Why are the id's different? I am not looking for information about the 'is' operator. I am trying to figure out why the new object created after concatenation is differs from 'y'.

Peter Mortensen
  • 30,738
  • 21
  • 105
  • 131
James Sapam
  • 16,036
  • 12
  • 50
  • 73
  • @sundarnatarajСундар its different, here i am trying to figure out why the id's are different. – James Sapam Sep 10 '14 at 04:46
  • https://www.codementor.io/python-tutorial/stack-overflow-martijn-pieters-python-optimization check this link also – sundar nataraj Sep 10 '14 at 04:48
  • The concatenation creates a *new/different* string object, albeit one with the same value – user2864740 Sep 10 '14 at 04:50
  • i am not looking about 'is' operator, i am trying to figure out why the new object created after concatenation is differ from 'y'. – James Sapam Sep 10 '14 at 04:52
  • @sapam Because it is a *different* string. The only way that the *same* object could result from the concatenation over arbitrary strings is if Python ([see `intern` here](http://stackoverflow.com/a/1504870/2864740)) performed a lookup-by-equality into cached objects (eg. the interned string pool). It does *not* do this interning in general because such an operation adds overhead (the lookup and keeping the previous values strongly referenced). If you *need* identity then perform a manual lookup into a maintained pool (although `intern` is on rare occasion appropriate), else use equality. – user2864740 Sep 10 '14 at 04:54
  • I am unable to post answer since the question is closed. I understood your query and this is the answer. `x = "123" y = "123"` In this case, both `x` and `y` will have the same `id` and hence `x is y` will return `True` . This is because python string is immutable and hence x and y points to the same object. However, if you modify the string using concatenation as you have done, you have created a different string object. Now `x` and `y` are no more identical and hence `x is y` will return `False` – cppcoder Sep 10 '14 at 05:04
  • I'm not sure this is a dup. I think the OP is asking why Python doesn't intern equal strings so they're identical, not why non-identical strings don't match with `is`. @sapam: If I'm right, please edit the question to clarify that, in which case we can reopen the question, and user2864740 or cppcoder can write an answer that explains better than a comment can. – abarnert Sep 10 '14 at 05:05
  • @abarnert - I don't see how this isn't a dup.
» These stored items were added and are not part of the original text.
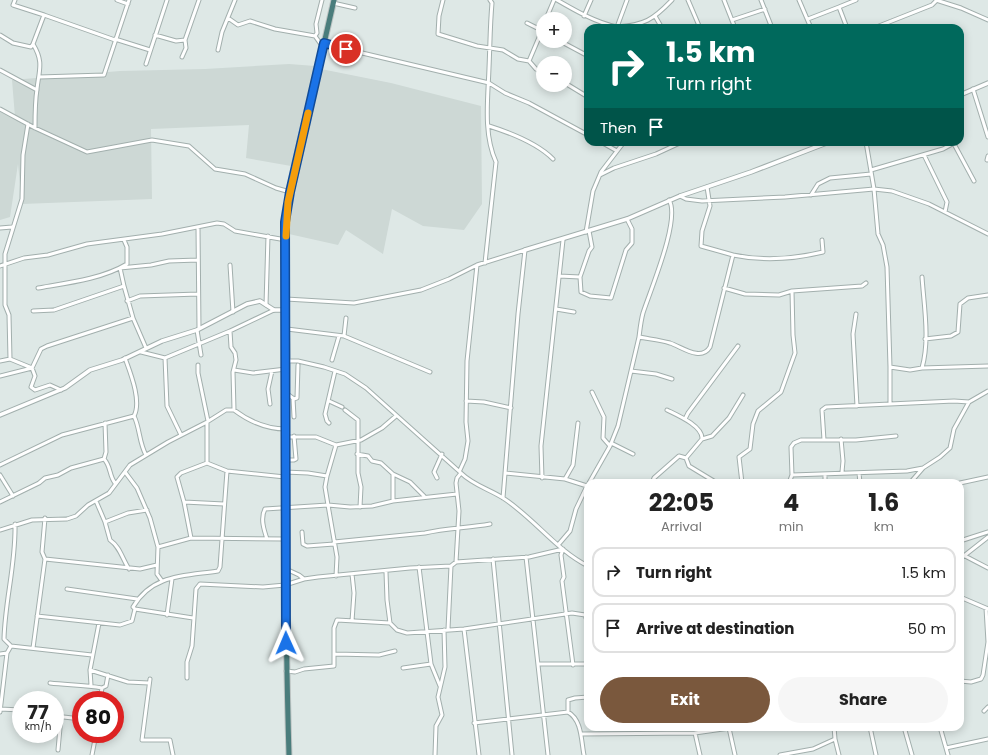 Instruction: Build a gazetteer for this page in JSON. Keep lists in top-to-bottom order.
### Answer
{
  "page": {
    "map_buttons": ["+", "−"],
    "turn": ["1.5 km", "Turn right"],
    "then": "Then",
    "eta": [
      "22:05",
      "Arrival",
      "4",
      "min",
      "1.6",
      "km"
    ],
    "list": [
      {
        "name": "Turn right",
        "value": "1.5 km"
      },
      {
        "name": "Arrive at destination",
        "value": "50 m"
      }
    ],
    "buttons": ["Exit", "Share"],
    "speed": "77 km/h",
    "limit": "80"
  }
}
The answer is the same as for the linked question: they're different objects. As for why, it'll be because the interpreter has access to the set of interned strings, but the concat magic method doesn't. – sapi Sep 10 '14 at 05:17
  • @cppcoder: I think the flaw in your reasoning here is that you don't *modify* the string- strings are immutable, so even though they pretend to allow modification through `+=`, you're always getting a new, separate string. – Marius Sep 10 '14 at 05:20
  • @sapi: Nonsense. `x = 0; x += 1; y = 1; x is y` will give you `True`. The `int.__add__` method doesn't have access to the interned `int` table any more than `str.__add__` has access to the interned `str` table. It's just that CPython chooses to auto-intern some things (small ints, the stock singleton constants) and not others (larger ints, strings). – abarnert Sep 10 '14 at 05:24
  • @Marius If you read my statement, I have mentioned that. `if you modify the string using concatenation as you have done, you have created a different string object` – cppcoder Sep 10 '14 at 05:34
  • Ya this question may be duplicate but one is thing for sure, the comments in this question is much more in details then the answer in the original question. So, next time please wait for sometime before you mark any question as duplicate or what ever. And Thank you so much to zxq9, abarnert, cppcoder, sapi, Marius, user2864740 for your comments. – James Sapam Sep 10 '14 at 17:36

1 Answers1

6

is refers to identity, as in the identity of the object. == refers to equality, meaning do two (or the same) object(s) have the same value.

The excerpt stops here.